[Dataset records]
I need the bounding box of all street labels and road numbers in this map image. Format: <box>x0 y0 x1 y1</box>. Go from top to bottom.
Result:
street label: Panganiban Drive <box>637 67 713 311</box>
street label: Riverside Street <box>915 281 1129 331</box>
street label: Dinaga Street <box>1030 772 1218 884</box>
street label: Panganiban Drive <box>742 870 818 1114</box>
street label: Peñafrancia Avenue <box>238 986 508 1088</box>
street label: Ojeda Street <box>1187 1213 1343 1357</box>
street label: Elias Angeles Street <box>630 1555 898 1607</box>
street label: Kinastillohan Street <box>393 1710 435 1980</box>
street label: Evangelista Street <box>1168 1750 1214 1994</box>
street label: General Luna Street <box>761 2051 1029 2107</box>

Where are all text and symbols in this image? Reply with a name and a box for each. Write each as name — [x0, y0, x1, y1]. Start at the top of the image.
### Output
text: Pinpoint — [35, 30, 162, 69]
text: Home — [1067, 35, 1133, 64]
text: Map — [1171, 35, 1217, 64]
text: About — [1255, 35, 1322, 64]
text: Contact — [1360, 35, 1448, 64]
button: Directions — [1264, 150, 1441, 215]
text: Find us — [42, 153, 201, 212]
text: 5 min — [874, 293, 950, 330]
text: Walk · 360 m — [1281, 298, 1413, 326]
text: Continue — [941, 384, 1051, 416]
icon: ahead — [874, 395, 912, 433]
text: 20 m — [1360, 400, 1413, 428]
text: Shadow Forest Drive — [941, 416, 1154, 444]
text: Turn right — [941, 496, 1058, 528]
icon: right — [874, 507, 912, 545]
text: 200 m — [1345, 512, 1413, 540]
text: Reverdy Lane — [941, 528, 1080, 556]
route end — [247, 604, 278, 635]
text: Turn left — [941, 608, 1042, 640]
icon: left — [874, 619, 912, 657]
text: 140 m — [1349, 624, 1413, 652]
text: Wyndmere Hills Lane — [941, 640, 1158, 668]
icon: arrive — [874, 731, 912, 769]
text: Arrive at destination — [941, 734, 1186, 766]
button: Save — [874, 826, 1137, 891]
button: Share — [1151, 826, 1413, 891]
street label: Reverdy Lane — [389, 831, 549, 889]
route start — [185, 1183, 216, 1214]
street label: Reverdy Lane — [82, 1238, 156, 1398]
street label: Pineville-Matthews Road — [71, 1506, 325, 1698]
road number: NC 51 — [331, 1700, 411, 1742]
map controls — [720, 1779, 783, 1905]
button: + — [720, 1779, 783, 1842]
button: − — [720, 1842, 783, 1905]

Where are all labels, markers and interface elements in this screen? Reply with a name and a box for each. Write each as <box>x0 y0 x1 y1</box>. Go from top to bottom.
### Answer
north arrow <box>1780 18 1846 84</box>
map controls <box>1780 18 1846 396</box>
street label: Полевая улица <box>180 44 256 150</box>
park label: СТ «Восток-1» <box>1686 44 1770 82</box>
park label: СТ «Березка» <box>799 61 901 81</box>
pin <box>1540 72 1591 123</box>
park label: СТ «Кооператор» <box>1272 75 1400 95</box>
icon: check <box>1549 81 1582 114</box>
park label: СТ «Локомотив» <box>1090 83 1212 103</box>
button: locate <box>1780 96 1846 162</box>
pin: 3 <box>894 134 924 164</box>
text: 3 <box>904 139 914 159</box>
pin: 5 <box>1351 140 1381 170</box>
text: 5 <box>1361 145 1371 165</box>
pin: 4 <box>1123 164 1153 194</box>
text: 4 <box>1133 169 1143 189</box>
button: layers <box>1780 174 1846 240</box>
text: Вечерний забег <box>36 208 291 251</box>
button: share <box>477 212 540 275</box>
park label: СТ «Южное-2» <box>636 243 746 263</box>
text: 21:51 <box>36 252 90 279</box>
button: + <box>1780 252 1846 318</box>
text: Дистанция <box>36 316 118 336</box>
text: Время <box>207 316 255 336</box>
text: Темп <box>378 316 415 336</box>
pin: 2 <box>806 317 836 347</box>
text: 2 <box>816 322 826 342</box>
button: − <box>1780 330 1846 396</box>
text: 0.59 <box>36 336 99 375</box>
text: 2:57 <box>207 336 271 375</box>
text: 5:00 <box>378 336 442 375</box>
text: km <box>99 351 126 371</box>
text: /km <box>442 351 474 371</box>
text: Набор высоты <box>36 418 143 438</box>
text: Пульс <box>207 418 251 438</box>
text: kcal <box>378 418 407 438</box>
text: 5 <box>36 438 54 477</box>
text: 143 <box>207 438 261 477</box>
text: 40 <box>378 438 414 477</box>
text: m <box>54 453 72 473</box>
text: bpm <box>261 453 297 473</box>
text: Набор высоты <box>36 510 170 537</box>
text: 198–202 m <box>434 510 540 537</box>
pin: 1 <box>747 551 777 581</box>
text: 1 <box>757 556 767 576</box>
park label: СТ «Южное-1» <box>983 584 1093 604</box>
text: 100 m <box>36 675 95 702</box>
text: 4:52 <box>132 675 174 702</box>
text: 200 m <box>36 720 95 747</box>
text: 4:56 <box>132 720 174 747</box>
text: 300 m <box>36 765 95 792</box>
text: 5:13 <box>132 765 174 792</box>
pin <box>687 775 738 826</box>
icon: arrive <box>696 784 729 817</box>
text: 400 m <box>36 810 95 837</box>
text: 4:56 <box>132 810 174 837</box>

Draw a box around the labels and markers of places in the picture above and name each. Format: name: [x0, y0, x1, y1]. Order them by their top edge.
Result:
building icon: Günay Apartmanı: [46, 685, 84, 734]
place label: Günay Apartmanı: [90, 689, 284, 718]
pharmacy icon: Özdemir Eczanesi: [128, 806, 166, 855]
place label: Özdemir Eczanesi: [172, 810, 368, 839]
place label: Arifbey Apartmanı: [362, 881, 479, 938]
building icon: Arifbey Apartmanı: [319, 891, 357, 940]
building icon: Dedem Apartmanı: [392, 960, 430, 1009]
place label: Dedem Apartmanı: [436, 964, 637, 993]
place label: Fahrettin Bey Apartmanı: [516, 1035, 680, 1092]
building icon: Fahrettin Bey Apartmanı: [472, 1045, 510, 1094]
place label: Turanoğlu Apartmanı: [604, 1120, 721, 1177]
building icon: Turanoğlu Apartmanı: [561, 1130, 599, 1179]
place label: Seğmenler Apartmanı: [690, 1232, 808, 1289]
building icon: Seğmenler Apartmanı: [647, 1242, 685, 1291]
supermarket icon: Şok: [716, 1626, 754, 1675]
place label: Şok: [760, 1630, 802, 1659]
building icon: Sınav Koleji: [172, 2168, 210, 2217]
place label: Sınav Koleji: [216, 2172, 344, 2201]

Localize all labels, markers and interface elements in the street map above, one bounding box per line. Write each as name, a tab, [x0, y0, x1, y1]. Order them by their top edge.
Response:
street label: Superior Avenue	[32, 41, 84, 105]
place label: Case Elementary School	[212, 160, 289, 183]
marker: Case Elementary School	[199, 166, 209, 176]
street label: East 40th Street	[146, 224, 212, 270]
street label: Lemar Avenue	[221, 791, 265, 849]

Problem = Please reproduce each entry exactly as it appears.

Worked solution =
I need the bounding box of all street labels and road numbers in this map image. Format: <box>x0 y0 x1 y1</box>. Go from top to bottom.
Result:
street label: Panganiban Drive <box>637 67 713 311</box>
street label: Riverside Street <box>915 281 1129 331</box>
street label: Dinaga Street <box>1030 772 1218 884</box>
street label: Panganiban Drive <box>742 870 818 1114</box>
street label: Peñafrancia Avenue <box>238 986 508 1088</box>
street label: Ojeda Street <box>1187 1213 1343 1357</box>
street label: Elias Angeles Street <box>630 1555 898 1607</box>
street label: Kinastillohan Street <box>393 1710 435 1980</box>
street label: Evangelista Street <box>1168 1750 1214 1994</box>
street label: General Luna Street <box>761 2051 1029 2107</box>

Where are all text and symbols in this image? Reply with a name and a box for each. Write each as name — [x0, y0, x1, y1]. Start at the top of the image.
### Output
text: Pinpoint — [35, 30, 162, 69]
text: Home — [1067, 35, 1133, 64]
text: Map — [1171, 35, 1217, 64]
text: About — [1255, 35, 1322, 64]
text: Contact — [1360, 35, 1448, 64]
button: Directions — [1264, 150, 1441, 215]
text: Find us — [42, 153, 201, 212]
text: 5 min — [874, 293, 950, 330]
text: Walk · 360 m — [1281, 298, 1413, 326]
text: Continue — [941, 384, 1051, 416]
icon: ahead — [874, 395, 912, 433]
text: 20 m — [1360, 400, 1413, 428]
text: Shadow Forest Drive — [941, 416, 1154, 444]
text: Turn right — [941, 496, 1058, 528]
icon: right — [874, 507, 912, 545]
text: 200 m — [1345, 512, 1413, 540]
text: Reverdy Lane — [941, 528, 1080, 556]
route end — [247, 604, 278, 635]
text: Turn left — [941, 608, 1042, 640]
icon: left — [874, 619, 912, 657]
text: 140 m — [1349, 624, 1413, 652]
text: Wyndmere Hills Lane — [941, 640, 1158, 668]
icon: arrive — [874, 731, 912, 769]
text: Arrive at destination — [941, 734, 1186, 766]
button: Save — [874, 826, 1137, 891]
button: Share — [1151, 826, 1413, 891]
street label: Reverdy Lane — [389, 831, 549, 889]
route start — [185, 1183, 216, 1214]
street label: Reverdy Lane — [82, 1238, 156, 1398]
street label: Pineville-Matthews Road — [71, 1506, 325, 1698]
road number: NC 51 — [331, 1700, 411, 1742]
map controls — [720, 1779, 783, 1905]
button: + — [720, 1779, 783, 1842]
button: − — [720, 1842, 783, 1905]

Where are all labels, markers and interface elements in this screen? Reply with a name and a box for each. Write each as <box>x0 y0 x1 y1</box>. Go from top to bottom.
### Answer
north arrow <box>1780 18 1846 84</box>
map controls <box>1780 18 1846 396</box>
street label: Полевая улица <box>180 44 256 150</box>
park label: СТ «Восток-1» <box>1686 44 1770 82</box>
park label: СТ «Березка» <box>799 61 901 81</box>
pin <box>1540 72 1591 123</box>
park label: СТ «Кооператор» <box>1272 75 1400 95</box>
icon: check <box>1549 81 1582 114</box>
park label: СТ «Локомотив» <box>1090 83 1212 103</box>
button: locate <box>1780 96 1846 162</box>
pin: 3 <box>894 134 924 164</box>
text: 3 <box>904 139 914 159</box>
pin: 5 <box>1351 140 1381 170</box>
text: 5 <box>1361 145 1371 165</box>
pin: 4 <box>1123 164 1153 194</box>
text: 4 <box>1133 169 1143 189</box>
button: layers <box>1780 174 1846 240</box>
text: Вечерний забег <box>36 208 291 251</box>
button: share <box>477 212 540 275</box>
park label: СТ «Южное-2» <box>636 243 746 263</box>
text: 21:51 <box>36 252 90 279</box>
button: + <box>1780 252 1846 318</box>
text: Дистанция <box>36 316 118 336</box>
text: Время <box>207 316 255 336</box>
text: Темп <box>378 316 415 336</box>
pin: 2 <box>806 317 836 347</box>
text: 2 <box>816 322 826 342</box>
button: − <box>1780 330 1846 396</box>
text: 0.59 <box>36 336 99 375</box>
text: 2:57 <box>207 336 271 375</box>
text: 5:00 <box>378 336 442 375</box>
text: km <box>99 351 126 371</box>
text: /km <box>442 351 474 371</box>
text: Набор высоты <box>36 418 143 438</box>
text: Пульс <box>207 418 251 438</box>
text: kcal <box>378 418 407 438</box>
text: 5 <box>36 438 54 477</box>
text: 143 <box>207 438 261 477</box>
text: 40 <box>378 438 414 477</box>
text: m <box>54 453 72 473</box>
text: bpm <box>261 453 297 473</box>
text: Набор высоты <box>36 510 170 537</box>
text: 198–202 m <box>434 510 540 537</box>
pin: 1 <box>747 551 777 581</box>
text: 1 <box>757 556 767 576</box>
park label: СТ «Южное-1» <box>983 584 1093 604</box>
text: 100 m <box>36 675 95 702</box>
text: 4:52 <box>132 675 174 702</box>
text: 200 m <box>36 720 95 747</box>
text: 4:56 <box>132 720 174 747</box>
text: 300 m <box>36 765 95 792</box>
text: 5:13 <box>132 765 174 792</box>
pin <box>687 775 738 826</box>
icon: arrive <box>696 784 729 817</box>
text: 400 m <box>36 810 95 837</box>
text: 4:56 <box>132 810 174 837</box>

Draw a box around the labels and markers of places in the picture above and name each. Format: name: [x0, y0, x1, y1]. Order them by their top edge.
Result:
building icon: Günay Apartmanı: [46, 685, 84, 734]
place label: Günay Apartmanı: [90, 689, 284, 718]
pharmacy icon: Özdemir Eczanesi: [128, 806, 166, 855]
place label: Özdemir Eczanesi: [172, 810, 368, 839]
place label: Arifbey Apartmanı: [362, 881, 479, 938]
building icon: Arifbey Apartmanı: [319, 891, 357, 940]
building icon: Dedem Apartmanı: [392, 960, 430, 1009]
place label: Dedem Apartmanı: [436, 964, 637, 993]
place label: Fahrettin Bey Apartmanı: [516, 1035, 680, 1092]
building icon: Fahrettin Bey Apartmanı: [472, 1045, 510, 1094]
place label: Turanoğlu Apartmanı: [604, 1120, 721, 1177]
building icon: Turanoğlu Apartmanı: [561, 1130, 599, 1179]
place label: Seğmenler Apartmanı: [690, 1232, 808, 1289]
building icon: Seğmenler Apartmanı: [647, 1242, 685, 1291]
supermarket icon: Şok: [716, 1626, 754, 1675]
place label: Şok: [760, 1630, 802, 1659]
building icon: Sınav Koleji: [172, 2168, 210, 2217]
place label: Sınav Koleji: [216, 2172, 344, 2201]

Localize all labels, markers and interface elements in the street map above, one bounding box per line. Write each as name, a tab, [x0, y0, x1, y1]. Order them by their top edge.
Response:
street label: Superior Avenue	[32, 41, 84, 105]
place label: Case Elementary School	[212, 160, 289, 183]
marker: Case Elementary School	[199, 166, 209, 176]
street label: East 40th Street	[146, 224, 212, 270]
street label: Lemar Avenue	[221, 791, 265, 849]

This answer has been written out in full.